3. Platz in Portocolom – Rennbericht von Stefan Schmid

Vorbereitung

Nach einem sehr schwierigen Winter mit der 2-monatigen Pause im November / Dezember war es für mich persönlich bereits ein rießen Erfolg, Anfang April gesund und relativ fit am Start eines Rennens zu stehen.
Da ich in diesem Jahr gerne wieder einen Ironman am Ende des Jahres machen möchte, entschloss ich mich bewusst dafür, möglichst lange eher „unspezifisch“ zu trainieren.
Konkret bedeutet dies eher wenig Rad- und Lauftraining, dafür viel Skilanglauf.

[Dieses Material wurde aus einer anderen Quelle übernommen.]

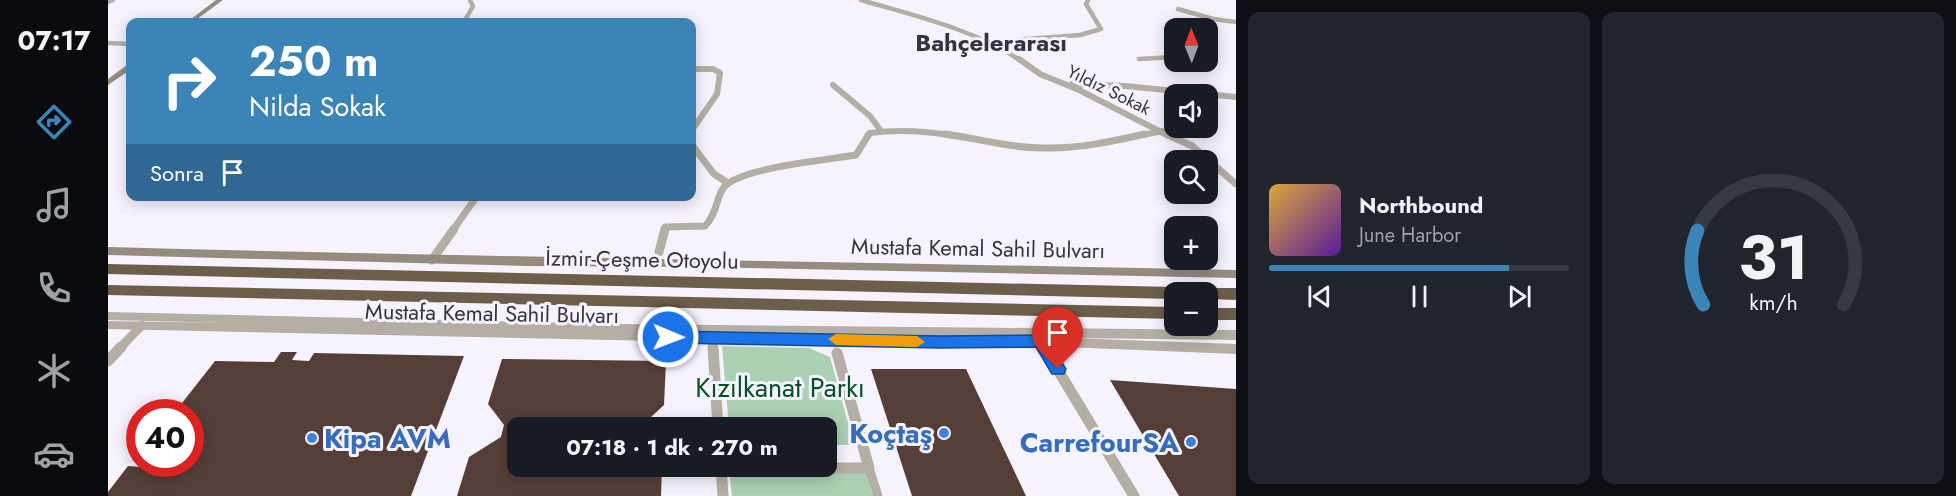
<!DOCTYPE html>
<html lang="tr">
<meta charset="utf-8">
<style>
:root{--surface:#171b24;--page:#20242c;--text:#f1f3f6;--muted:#9ea1a6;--line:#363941;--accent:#3b84b8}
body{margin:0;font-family:Jost,sans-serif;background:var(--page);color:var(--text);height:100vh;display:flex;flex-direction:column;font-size:22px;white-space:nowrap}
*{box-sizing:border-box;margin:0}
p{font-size:20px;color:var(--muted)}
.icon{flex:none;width:33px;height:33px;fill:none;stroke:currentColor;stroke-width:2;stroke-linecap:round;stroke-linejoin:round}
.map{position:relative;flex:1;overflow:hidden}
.panel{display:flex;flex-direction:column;gap:12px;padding:12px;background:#0d0f14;width:720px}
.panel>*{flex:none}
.hud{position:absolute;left:18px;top:18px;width:570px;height:183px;border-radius:12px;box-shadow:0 3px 15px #0003;background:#3b84b8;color:#fff;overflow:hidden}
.needle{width:39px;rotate:359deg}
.controls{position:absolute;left:1056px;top:18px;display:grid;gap:12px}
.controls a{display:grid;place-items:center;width:54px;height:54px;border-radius:12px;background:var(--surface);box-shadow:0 3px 15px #0003;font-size:30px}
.speed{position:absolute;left:18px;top:399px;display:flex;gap:12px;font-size:30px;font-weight:700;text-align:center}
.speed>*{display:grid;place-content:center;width:78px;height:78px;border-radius:50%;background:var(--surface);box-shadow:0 3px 15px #0003;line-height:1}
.speed .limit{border:9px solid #d22;background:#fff;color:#111}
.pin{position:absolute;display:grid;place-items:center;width:51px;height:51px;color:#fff;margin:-62px -26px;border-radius:50% 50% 50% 0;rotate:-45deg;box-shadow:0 0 6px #0007}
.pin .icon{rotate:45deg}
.me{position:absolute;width:66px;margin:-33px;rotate:91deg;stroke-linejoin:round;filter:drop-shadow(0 0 4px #0008)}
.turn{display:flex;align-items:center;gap:21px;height:126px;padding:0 24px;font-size:27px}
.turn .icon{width:78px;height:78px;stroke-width:2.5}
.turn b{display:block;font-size:42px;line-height:51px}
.then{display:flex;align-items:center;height:57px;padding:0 24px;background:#0003;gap:12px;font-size:22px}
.panel .widget{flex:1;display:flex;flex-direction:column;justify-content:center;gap:9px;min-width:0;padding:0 21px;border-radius:12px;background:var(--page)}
.panel .dial{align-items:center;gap:0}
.dial svg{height:156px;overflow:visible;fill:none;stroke:var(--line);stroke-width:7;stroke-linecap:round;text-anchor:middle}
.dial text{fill:var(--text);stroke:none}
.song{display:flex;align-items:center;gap:18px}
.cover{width:72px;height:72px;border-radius:9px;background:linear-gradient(135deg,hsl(40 70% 55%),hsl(270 70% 35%))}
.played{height:6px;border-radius:3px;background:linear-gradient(90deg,var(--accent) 80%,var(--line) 80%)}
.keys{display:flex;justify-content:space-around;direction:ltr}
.panel .tiles{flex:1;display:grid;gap:12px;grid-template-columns:repeat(2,1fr)}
.trip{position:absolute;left:399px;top:417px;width:330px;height:60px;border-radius:12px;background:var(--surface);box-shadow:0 3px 15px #0003;font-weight:700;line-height:60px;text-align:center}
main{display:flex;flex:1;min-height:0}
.dock{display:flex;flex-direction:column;width:108px;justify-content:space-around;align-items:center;background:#090b0e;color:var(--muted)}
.dock .icon{width:42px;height:42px}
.dock .current{color:var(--accent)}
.dock b{font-size:27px;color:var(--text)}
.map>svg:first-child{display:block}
.green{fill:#acd0b3}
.building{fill:#563e38}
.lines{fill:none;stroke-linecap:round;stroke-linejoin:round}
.pedestrian{stroke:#b5aea4;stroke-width:9}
.minor-far4{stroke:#b5aea4;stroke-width:4.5}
.minor-far3{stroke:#b5aea4;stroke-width:6}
.minor-far2{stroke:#b5aea4;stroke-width:7}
.minor-far1{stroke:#b5aea4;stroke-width:9}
.minor{stroke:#b5aea4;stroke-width:11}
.tertiary{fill:#b5aea4;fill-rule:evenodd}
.secondary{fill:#968c7e;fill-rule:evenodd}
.motorway{fill:#6d5e4a;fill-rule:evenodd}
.route{fill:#1a73e8;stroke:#114b97;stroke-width:1.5}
.slow{fill:#f59e0b}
.shop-dot{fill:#3f7fe0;stroke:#f6f3fe;stroke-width:2}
.labels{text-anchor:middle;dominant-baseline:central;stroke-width:6;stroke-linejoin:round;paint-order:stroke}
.far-street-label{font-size:18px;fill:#36333d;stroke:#f6f3fe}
.street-label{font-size:22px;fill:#36333d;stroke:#f6f3fe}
.far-district-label{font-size:24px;font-weight:bold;fill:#36333d;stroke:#f6f3fe}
.near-park-label{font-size:27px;fill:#055124;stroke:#f6f3fe}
.near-shop-label{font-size:27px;font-weight:bold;fill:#366cbe;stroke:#f6f3fe;text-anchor:end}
</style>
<main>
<nav class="dock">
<b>07:17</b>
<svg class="icon current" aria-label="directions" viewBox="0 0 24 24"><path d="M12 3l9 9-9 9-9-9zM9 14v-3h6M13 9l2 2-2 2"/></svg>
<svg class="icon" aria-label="music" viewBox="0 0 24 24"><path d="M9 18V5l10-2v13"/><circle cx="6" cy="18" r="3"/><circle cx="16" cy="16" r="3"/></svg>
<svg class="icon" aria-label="phone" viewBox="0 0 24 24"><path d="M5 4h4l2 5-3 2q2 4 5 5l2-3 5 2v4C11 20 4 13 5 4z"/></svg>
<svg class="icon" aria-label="climate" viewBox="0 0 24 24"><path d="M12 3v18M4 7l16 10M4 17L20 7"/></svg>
<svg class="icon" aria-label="car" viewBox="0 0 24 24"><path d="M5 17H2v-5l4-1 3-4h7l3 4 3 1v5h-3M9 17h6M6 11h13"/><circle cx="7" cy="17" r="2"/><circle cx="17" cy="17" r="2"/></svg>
</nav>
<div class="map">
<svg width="1128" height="496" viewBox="0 0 1128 496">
<rect width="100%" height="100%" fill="#f6f3fe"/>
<!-- green -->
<path class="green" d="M614 346 701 348 722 357 746 445H719L718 428 621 427Z
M621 471H758L765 496H624Z"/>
<!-- building -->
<path class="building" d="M173 352H189L184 360 201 361 206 353 356 356 303 496H0V492L20 466 33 467 36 464H82V412H67L107 361 166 362Z
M394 359 558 361 556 405 531 428H410V466H554L553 496H349L361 457 393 437 396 425 380 404Z
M763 369H858L918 496H804Z
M1002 380 1128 389V496H1071Z"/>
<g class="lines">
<!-- pedestrian -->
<path class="pedestrian" d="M761 468 770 496"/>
<!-- minor-far4 -->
<path class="minor-far4" d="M753 0C804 15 869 30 913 61
M0 2 5 0
M1070 9 1105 19 1128 22
M356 22 365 6 362 0
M880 42 972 35 993 29 978 4 980 0
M0 43 22 44
M1031 59 1066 57"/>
<!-- minor-far3 -->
<path class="minor-far3" d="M911 59 932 74 971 90 1061 136
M584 69H605L612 73 609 94 584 130
M964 84 1017 86 1128 97
M725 85 762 116 773 131
M760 136 762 133C791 129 818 131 847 136
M1030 136 1055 131"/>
<!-- minor-far2 -->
<path class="minor-far2" d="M837 134C872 139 906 149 942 148 974 148 1006 141 1037 134
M1058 134 1084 146 1128 184
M584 145 606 174 620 183
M345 230 369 196
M556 230 557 227 597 226C610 213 608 195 617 186 637 167 719 160 748 155L761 134"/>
<!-- minor-far1 -->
<path class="minor-far1" d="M551 252 557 229
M324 260 346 229
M604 338 605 348
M932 341 936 348
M12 348 34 325"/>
<!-- minor -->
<path class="minor" d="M605 347 610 428
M936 347 1026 496
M0 361 13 347
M613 466 615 496
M613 468H761L729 353"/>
<!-- tertiary -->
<path class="tertiary" d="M0 312 512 324 1128 330V340L961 338 1128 344V354L932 346 832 347 0 329V321L122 323 0 320Z"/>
<!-- secondary -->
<path class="secondary" d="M108 0H115L85 22H79Z
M19 65H22V70L0 85V79Z
M0 247C376 257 752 262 1128 270V278L589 267 419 266 0 255Z"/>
<!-- motorway -->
<path class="motorway" d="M0 264 1066 287 1074 292H1066V299L0 274Z
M0 285 1066 307V319L0 295Z
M1100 288H1128V300L1100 299V292H1093Z
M1100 308H1128V320H1100Z"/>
</g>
<!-- route -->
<path class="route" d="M560 331 832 336 932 335 938 337 958 369 956 374H944L928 347 832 348 560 343 552 337Z"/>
<!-- slow -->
<path class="slow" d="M728 334 809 336 817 342 809 347 728 345 720 339Z"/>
<!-- markers -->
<g class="shop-dot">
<circle cx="836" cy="433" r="6"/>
<circle cx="204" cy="438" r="6"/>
<circle cx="1083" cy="442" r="6"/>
</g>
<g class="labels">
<!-- far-street labels -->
<g class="far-street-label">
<text transform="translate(1001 90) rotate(26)">Yıldız Sokak</text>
</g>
<!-- street labels -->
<g class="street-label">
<text transform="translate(870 248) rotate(1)">Mustafa Kemal Sahil Bulvarı</text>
<text transform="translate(534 259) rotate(1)">İzmir-Çeşme Otoyolu</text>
<text transform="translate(384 313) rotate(1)">Mustafa Kemal Sahil Bulvarı</text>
</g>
<!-- far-district labels -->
<g class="far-district-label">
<text x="883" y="42">Bahçelerarası</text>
</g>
<!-- near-park labels -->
<g class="near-park-label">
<text x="672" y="387">Kızılkanat Parkı</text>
</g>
<!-- near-shop labels -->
<g class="near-shop-label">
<text x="824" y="433">Koçtaş</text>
<text x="216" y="438" text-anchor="start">Kipa AVM</text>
<text x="1071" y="442">CarrefourSA</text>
</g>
</g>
</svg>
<div class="controls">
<a><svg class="needle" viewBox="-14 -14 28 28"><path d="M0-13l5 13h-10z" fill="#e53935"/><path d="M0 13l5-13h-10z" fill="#9ea1a6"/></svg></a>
<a><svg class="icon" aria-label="sound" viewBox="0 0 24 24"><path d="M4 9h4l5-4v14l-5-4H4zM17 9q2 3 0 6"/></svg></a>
<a><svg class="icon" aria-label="search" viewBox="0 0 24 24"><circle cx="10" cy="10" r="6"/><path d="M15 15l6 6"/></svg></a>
<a>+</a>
<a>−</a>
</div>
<div class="speed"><div class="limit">40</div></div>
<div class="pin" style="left:950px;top:369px;background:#d93025"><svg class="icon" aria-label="arrive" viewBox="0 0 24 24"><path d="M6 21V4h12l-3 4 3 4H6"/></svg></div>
<svg class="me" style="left:560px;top:337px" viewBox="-20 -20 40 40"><circle r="17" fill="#1a73e8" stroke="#fff" stroke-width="3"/><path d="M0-11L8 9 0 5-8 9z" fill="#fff"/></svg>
<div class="trip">07:18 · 1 dk · 270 m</div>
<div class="hud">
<div class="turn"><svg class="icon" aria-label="right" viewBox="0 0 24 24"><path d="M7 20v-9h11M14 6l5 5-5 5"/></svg><div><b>250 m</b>Nilda Sokak</div></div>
<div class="then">Sonra<svg class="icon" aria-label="arrive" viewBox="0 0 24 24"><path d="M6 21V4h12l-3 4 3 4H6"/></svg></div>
</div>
</div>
<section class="panel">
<div class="tiles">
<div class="widget">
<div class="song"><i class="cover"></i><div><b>Northbound</b><p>June Harbor</p></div></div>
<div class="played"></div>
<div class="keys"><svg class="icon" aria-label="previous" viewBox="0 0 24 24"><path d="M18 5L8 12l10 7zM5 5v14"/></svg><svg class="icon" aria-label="pause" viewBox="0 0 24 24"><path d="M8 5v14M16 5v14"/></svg><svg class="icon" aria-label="next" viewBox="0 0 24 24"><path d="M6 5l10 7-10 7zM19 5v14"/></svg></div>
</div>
<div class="widget dial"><svg viewBox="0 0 100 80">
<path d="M14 69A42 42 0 1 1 86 69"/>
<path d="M14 69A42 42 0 0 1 11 31" stroke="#3b84b8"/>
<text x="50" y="56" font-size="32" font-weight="700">31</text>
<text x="50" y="72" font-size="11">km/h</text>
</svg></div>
</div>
</section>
</main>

Ich bin überzeugt, dass es mir ab September in die Karten spielt, wenn ich nicht schon im Januar-April tausende Kilometer Rad gefahren, bzw. hunderte Kilometer gelaufen bin.
So waren zum Beispiel meine längsten Radeinheiten in den vergangenen 6 Wochen ein paar 2-Stunden-Einheiten auf der Rolle.
Durch die Entscheidung für das Skilanglauf-Training entschloss ich mich auch dazu (in gewisser Weise auch notgedrungen, da zu Hause kein Schnee mehr lag), in der Höhe zu trainieren (4 Wochen Livigno unmittelbar vor dem TriProtocolom auf 1.820m).
Auch konnte ich dadurch testen, wie ich auf Höhentraining reagiere.
Wenn man gut auf Höhentraining anspricht, hat man die Option, entweder 3 Wochen danach einen Wettkampf zu bestreiten, oder direkt im Anschluss! Letzteres wollte ich mit dem TriPortocolom testen. So ging es am vergangenen Donnerstag von Livigno kurz nach Hause und am Freitag morgens nach Mallorca.

Das Rennen

Das Rennen selbst ist schnell erzählt. Einem guten Schwimmen (1km) folgte das große Leiden auf dem Rad über 100 sehr schwere Kilometer. Der abschließende 10km-Lauf war dann wieder sehr gut. Leider musste ich mich im Kampf um Platz 2 knapp geschlagen geben und wurde 3.! Aufgrund meines aktuellen Trainingsstandes bin ich mit dieser Leistung und dem Ergebnis sehr zufrieden.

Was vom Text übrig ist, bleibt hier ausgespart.